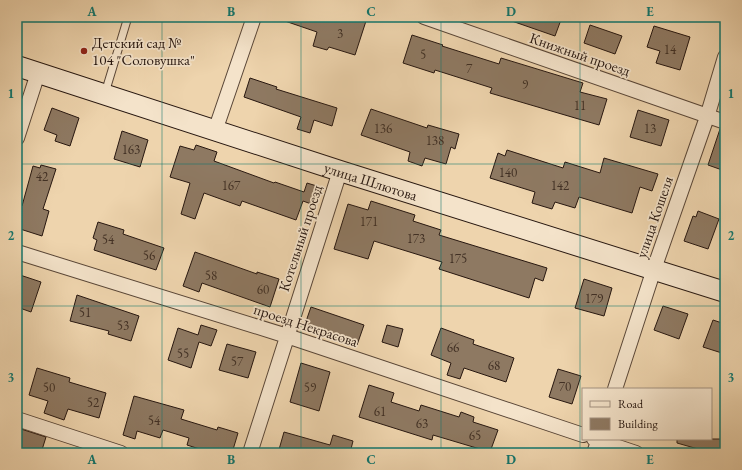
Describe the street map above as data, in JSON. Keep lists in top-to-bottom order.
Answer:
{
  "streets": {
    "main road": ["улица Шлютова"],
    "street": [
      "Книжный проезд",
      "улица Кошеля",
      "Котельный проезд",
      "проезд Некрасова"
    ]
  },
  "crossings": [
    ["Книжный проезд", "улица Кошеля"],
    ["улица Шлютова", "улица Кошеля"],
    ["улица Шлютова", "Котельный проезд"],
    ["Котельный проезд", "проезд Некрасова"]
  ],
  "places": ["Детский сад № 104 \"Соловушка\""],
  "house_numbers": [
    "3",
    "14",
    "5",
    "7",
    "9",
    "11",
    "136",
    "13",
    "138",
    "163",
    "140",
    "42",
    "167",
    "142",
    "171",
    "173",
    "54",
    "56",
    "175",
    "58",
    "60",
    "179",
    "51",
    "53",
    "66",
    "55",
    "57",
    "68",
    "70",
    "50",
    "59",
    "52",
    "61",
    "54",
    "63",
    "65"
  ],
  "legend": ["Road", "Building"],
  "grid": {
    "columns": [
      "A",
      "B",
      "C",
      "D",
      "E"
    ],
    "rows": ["1", "2", "3"]
  }
}
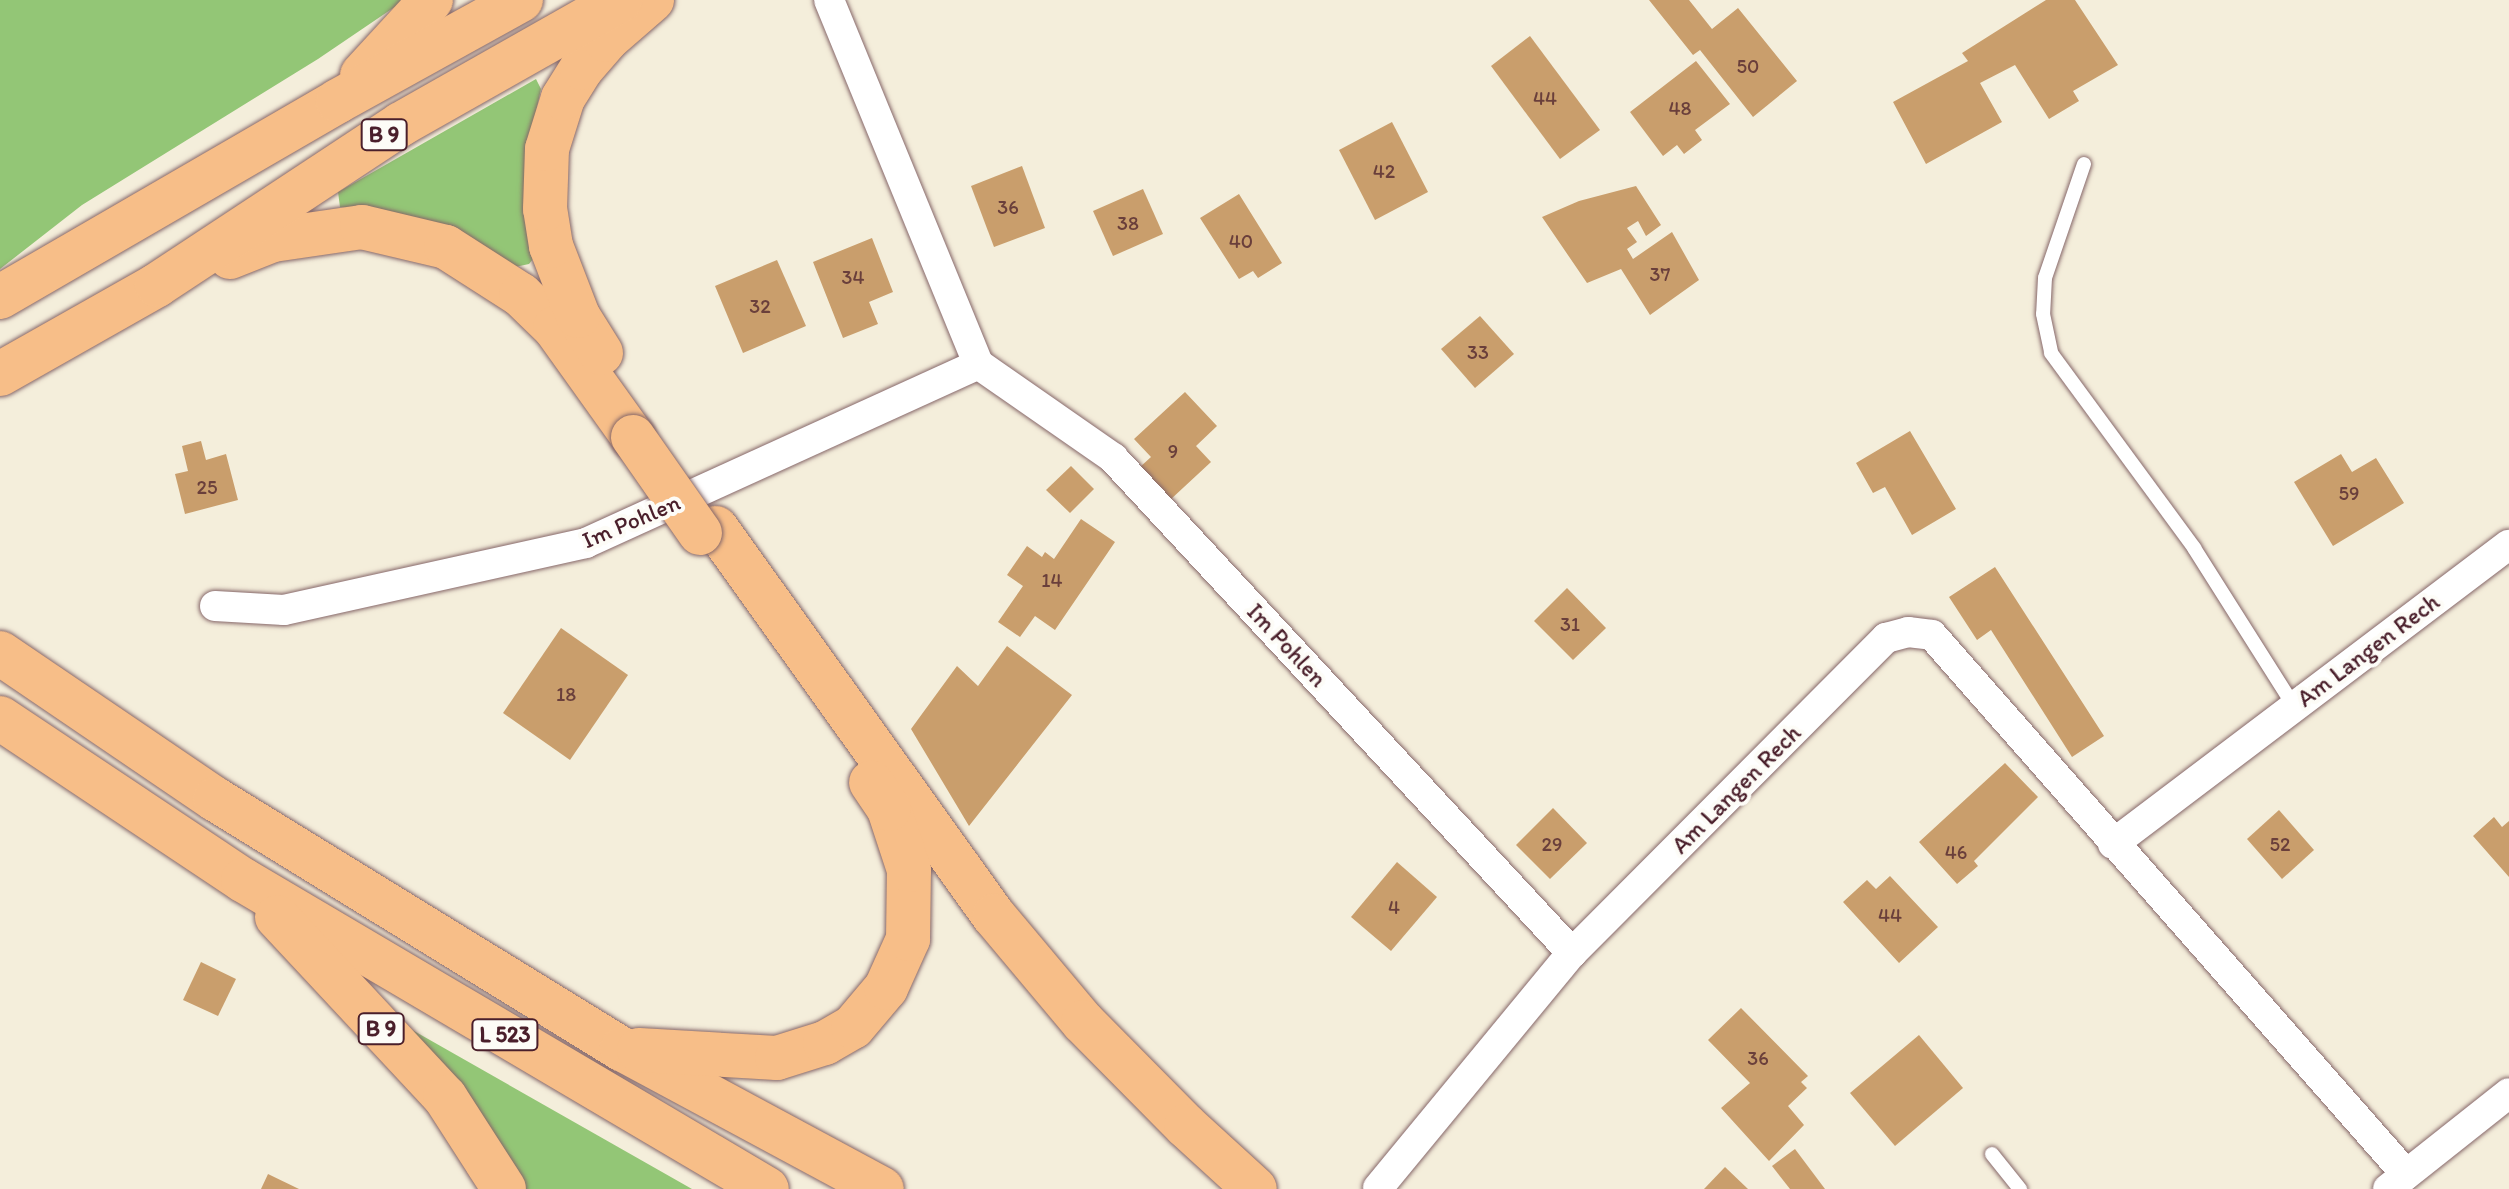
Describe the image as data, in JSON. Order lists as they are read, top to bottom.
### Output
{
  "streets": {
    "highway": ["B 9", "L 523"],
    "street": ["Im Pohlen", "Am Langen Rech"]
  },
  "crossings": [
    ["B 9", "L 523"],
    ["Im Pohlen", "Am Langen Rech"]
  ],
  "house_numbers": [
    "50",
    "44",
    "48",
    "42",
    "36",
    "38",
    "40",
    "37",
    "34",
    "32",
    "33",
    "9",
    "25",
    "59",
    "14",
    "31",
    "18",
    "29",
    "52",
    "46",
    "4",
    "44",
    "36"
  ]
}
- - -
▶ _How to complete this task_:
Whenever the string "Rech" shows up in a line above, copy that line.

▶ _Solution to the problem_:
    "street": ["Im Pohlen", "Am Langen Rech"]
    ["Im Pohlen", "Am Langen Rech"]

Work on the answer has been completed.